--- START ---

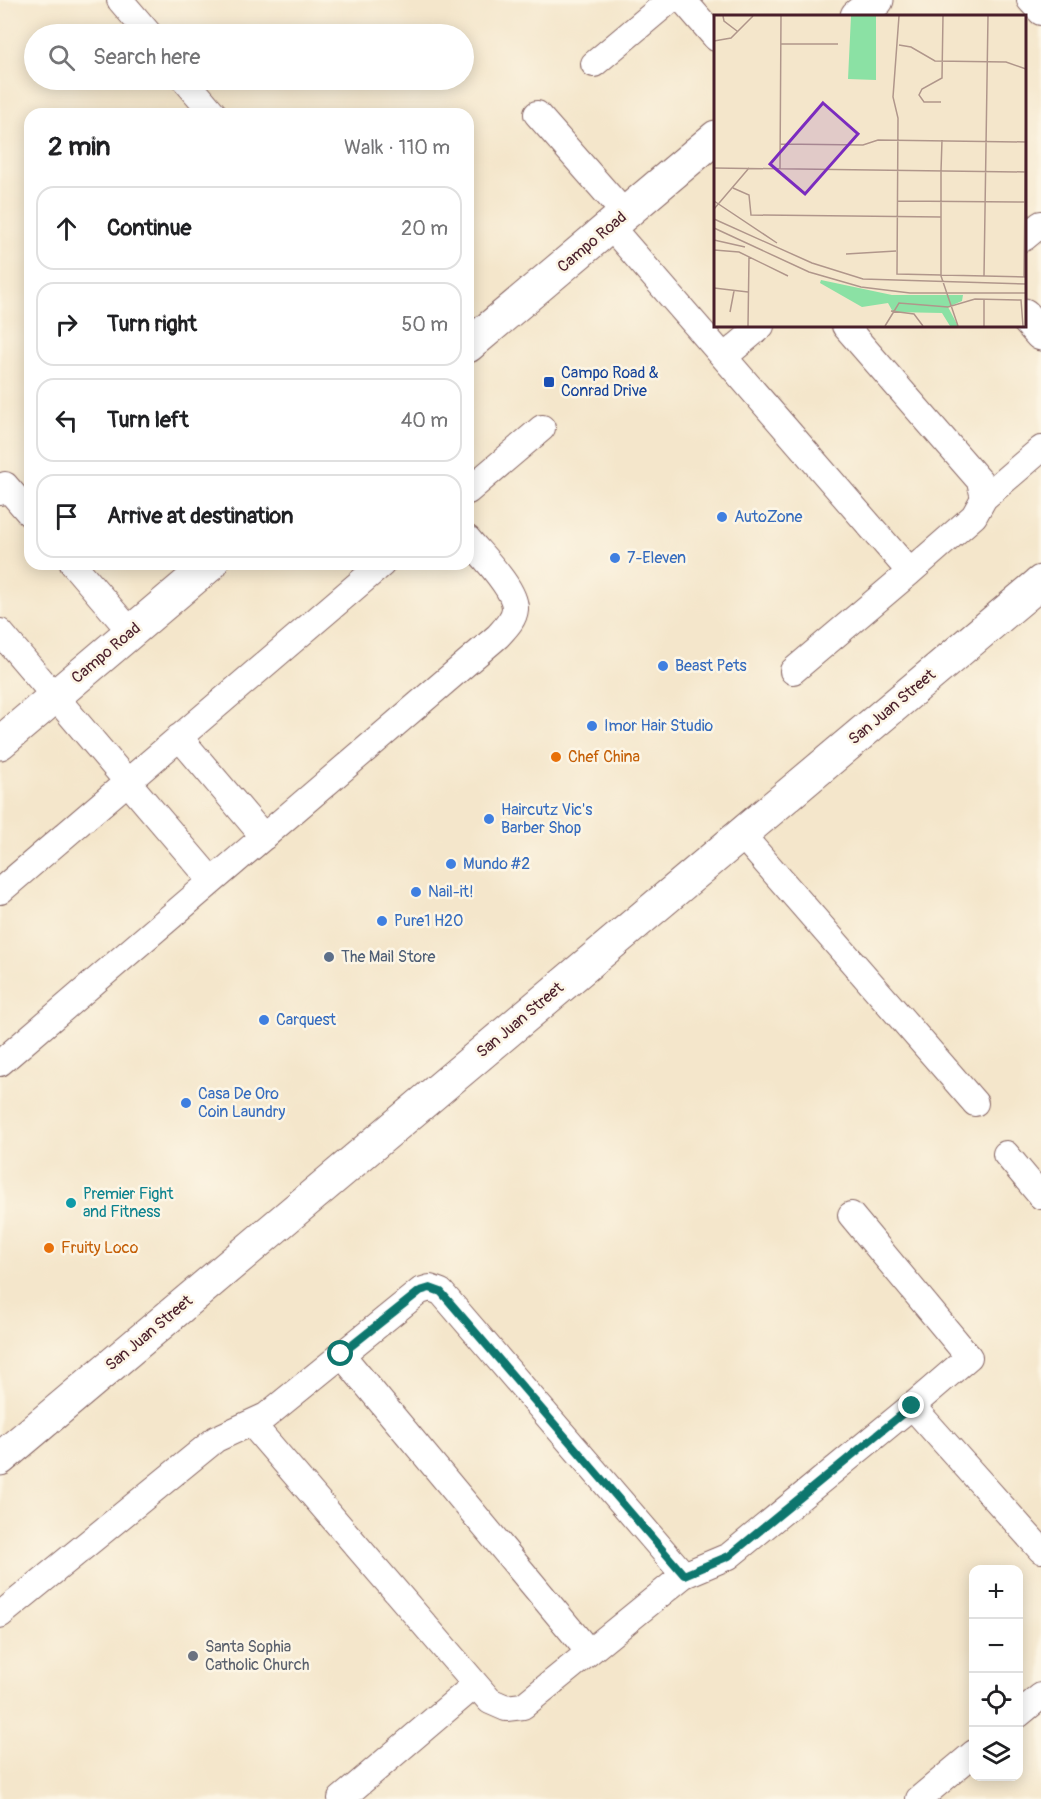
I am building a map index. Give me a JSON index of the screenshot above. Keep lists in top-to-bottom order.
{
  "streets": {
    "street": ["Campo Road", "San Juan Street"]
  },
  "places": {
    "transit": ["Campo Road & Conrad Drive"],
    "other": [
      "AutoZone",
      "7-Eleven",
      "Beast Pets",
      "Imor Hair Studio",
      "Chef China",
      "Haircutz Vic's Barber Shop",
      "Mundo #2",
      "Nail-it!",
      "Pure1 H2O",
      "The Mail Store",
      "Carquest",
      "Casa De Oro Coin Laundry",
      "Premier Fight and Fitness",
      "Fruity Loco",
      "Santa Sophia Catholic Church"
    ]
  },
  "page": {
    "search": "Search here",
    "heading": ["2 min", "Walk · 110 m"],
    "list": [
      ["Continue", "20 m"],
      ["Turn right", "50 m"],
      ["Turn left", "40 m"],
      "Arrive at destination"
    ],
    "map_buttons": ["+", "−"]
  }
}
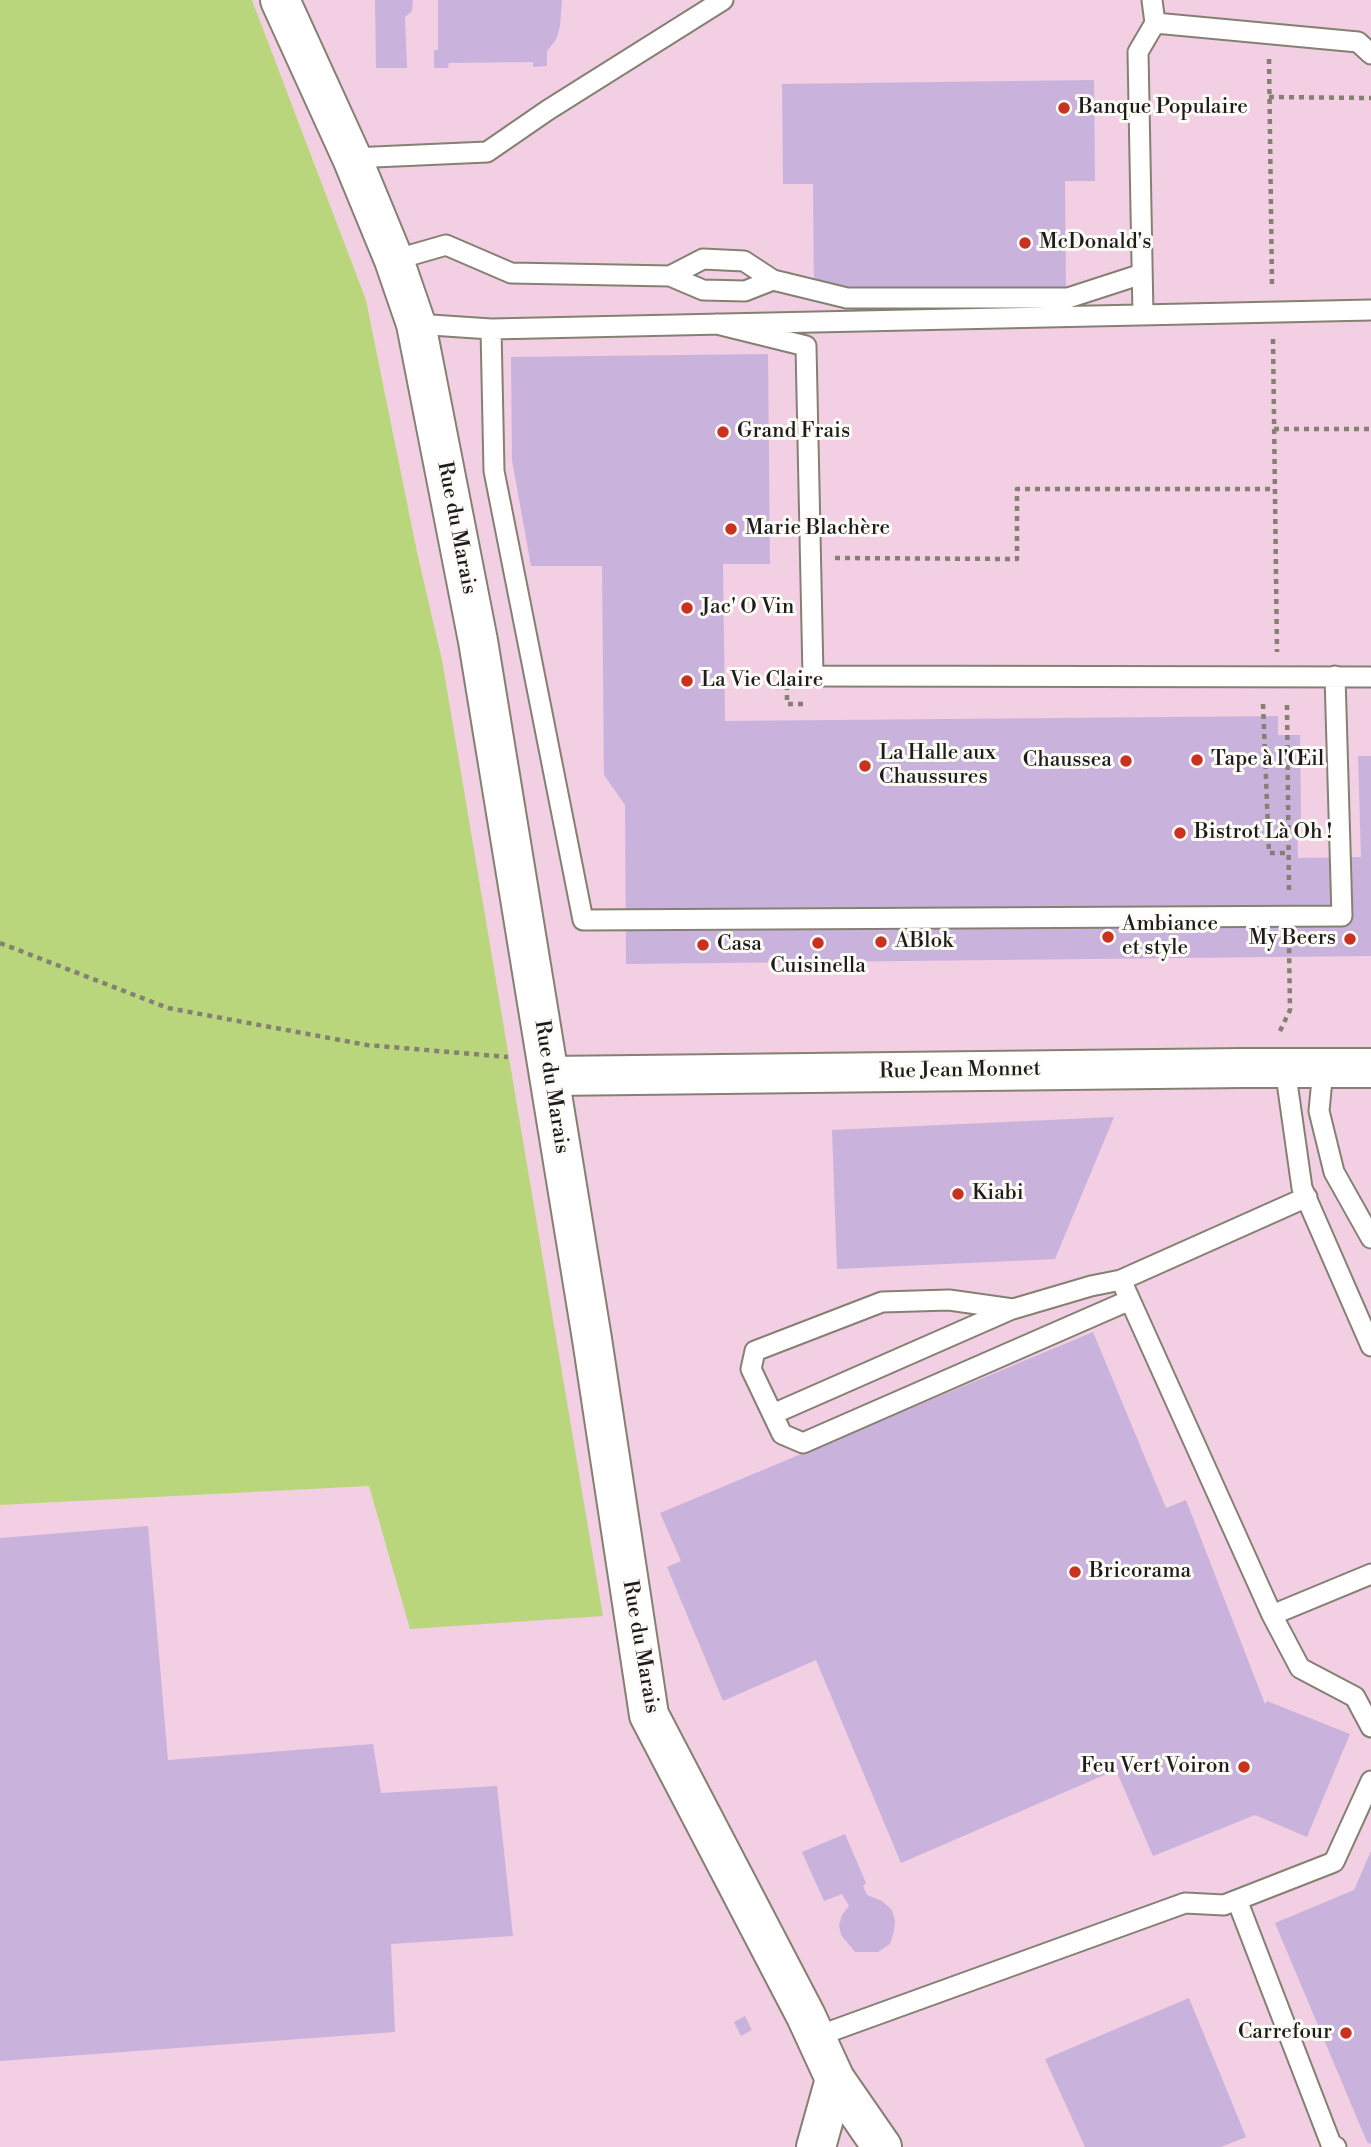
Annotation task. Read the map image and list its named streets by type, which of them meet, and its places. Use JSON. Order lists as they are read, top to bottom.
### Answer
{
  "streets": {
    "street": ["Rue du Marais", "Rue Jean Monnet"]
  },
  "crossings": [
    ["Rue du Marais", "Rue Jean Monnet"]
  ],
  "places": [
    "Banque Populaire",
    "McDonald's",
    "Grand Frais",
    "Marie Blachère",
    "Jac' O Vin",
    "La Vie Claire",
    "Tape à l'Œil",
    "Chaussea",
    "La Halle aux Chaussures",
    "Bistrot Là Oh !",
    "Ambiance et style",
    "My Beers",
    "ABlok",
    "Cuisinella",
    "Casa",
    "Kiabi",
    "Bricorama",
    "Feu Vert Voiron",
    "Carrefour"
  ]
}
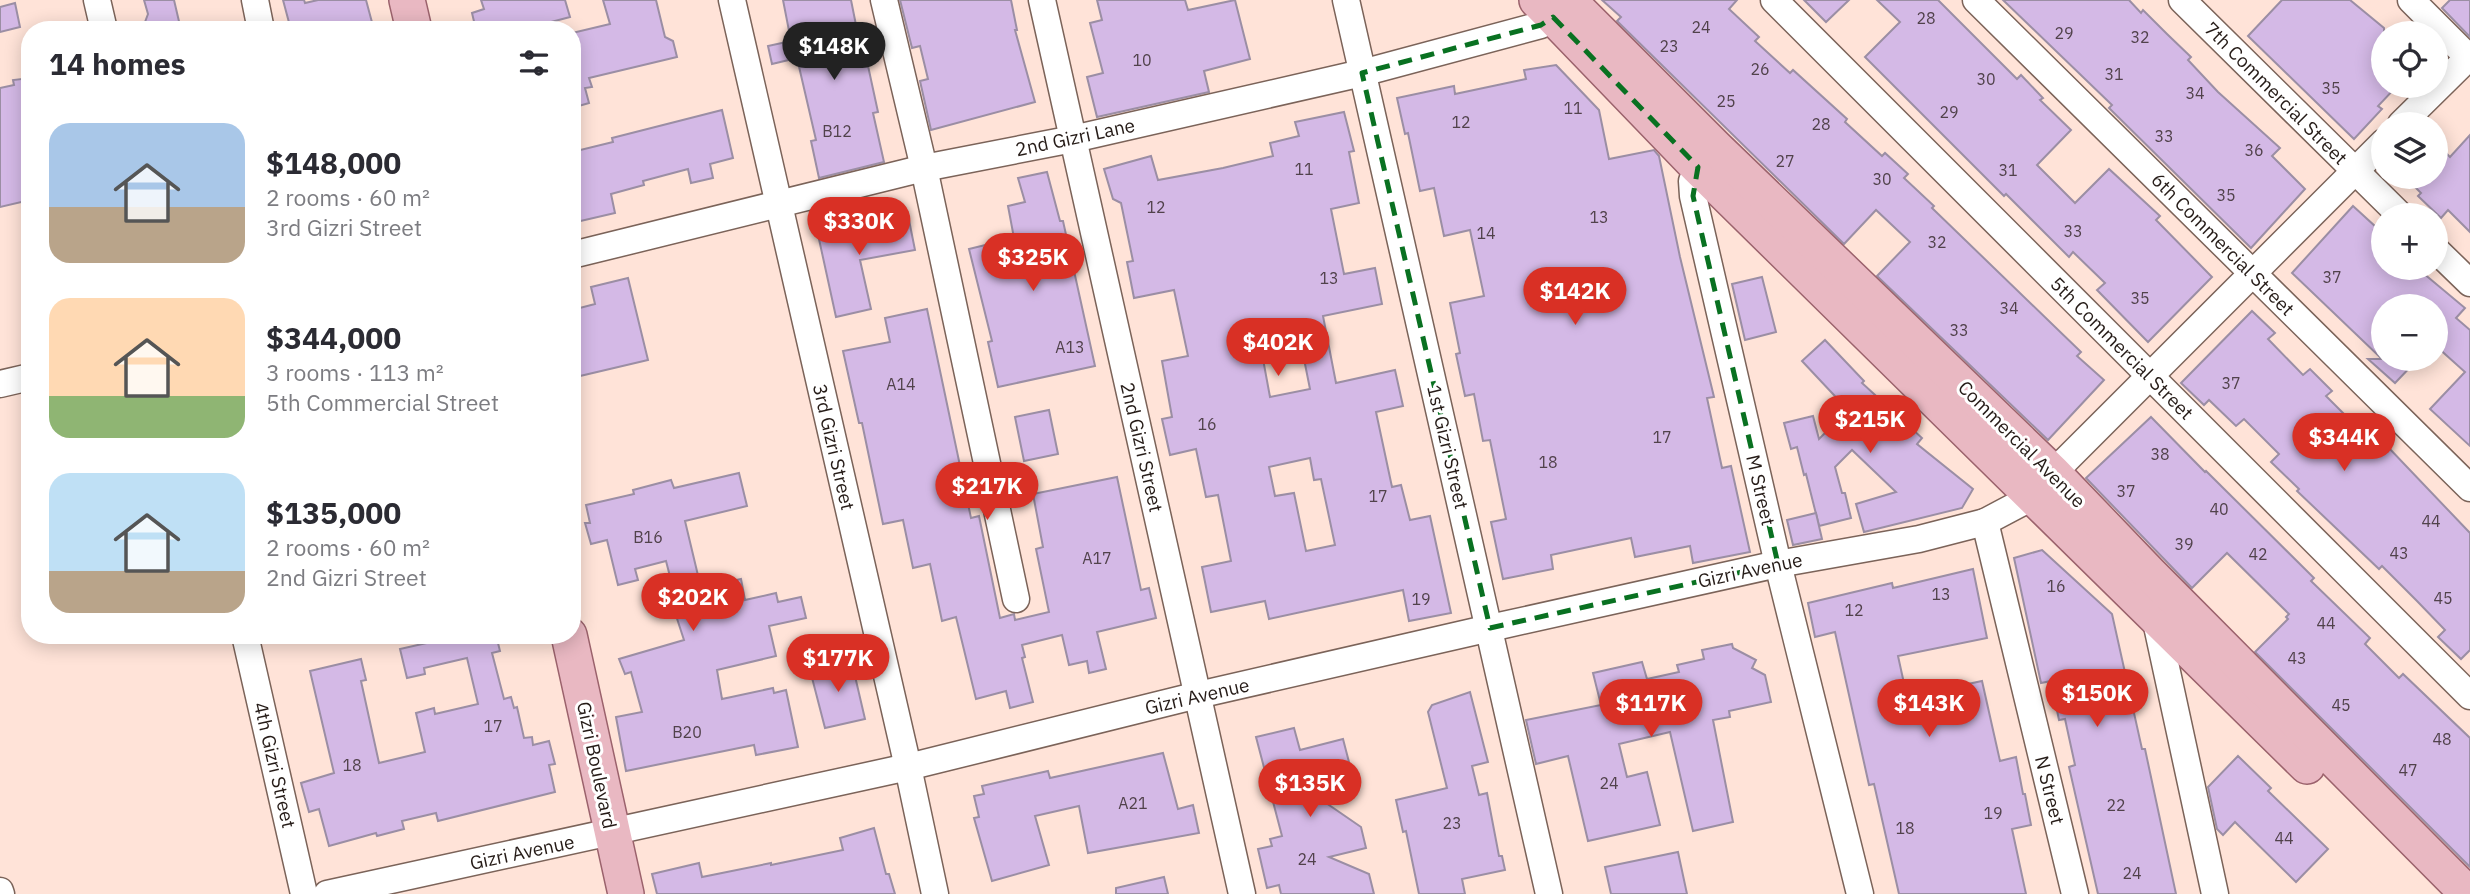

--- END ---

§ **Exercise directions**: Every entry above has to be repeated exactly, apart from its pictures.

§ **Exercise output**:
I am building a map index. Give me a JSON index of the screenshot above. Keep lists in top-to-bottom order.
{
  "streets": {
    "street": ["Campo Road", "San Juan Street"]
  },
  "places": {
    "transit": ["Campo Road & Conrad Drive"],
    "other": [
      "AutoZone",
      "7-Eleven",
      "Beast Pets",
      "Imor Hair Studio",
      "Chef China",
      "Haircutz Vic's Barber Shop",
      "Mundo #2",
      "Nail-it!",
      "Pure1 H2O",
      "The Mail Store",
      "Carquest",
      "Casa De Oro Coin Laundry",
      "Premier Fight and Fitness",
      "Fruity Loco",
      "Santa Sophia Catholic Church"
    ]
  },
  "page": {
    "search": "Search here",
    "heading": ["2 min", "Walk · 110 m"],
    "list": [
      ["Continue", "20 m"],
      ["Turn right", "50 m"],
      ["Turn left", "40 m"],
      "Arrive at destination"
    ],
    "map_buttons": ["+", "−"]
  }
}
Annotation task. Read the map image and list its named streets by type, which of them meet, and its places. Use JSON. Order lists as they are read, top to bottom.
### Answer
{
  "streets": {
    "street": ["Rue du Marais", "Rue Jean Monnet"]
  },
  "crossings": [
    ["Rue du Marais", "Rue Jean Monnet"]
  ],
  "places": [
    "Banque Populaire",
    "McDonald's",
    "Grand Frais",
    "Marie Blachère",
    "Jac' O Vin",
    "La Vie Claire",
    "Tape à l'Œil",
    "Chaussea",
    "La Halle aux Chaussures",
    "Bistrot Là Oh !",
    "Ambiance et style",
    "My Beers",
    "ABlok",
    "Cuisinella",
    "Casa",
    "Kiabi",
    "Bricorama",
    "Feu Vert Voiron",
    "Carrefour"
  ]
}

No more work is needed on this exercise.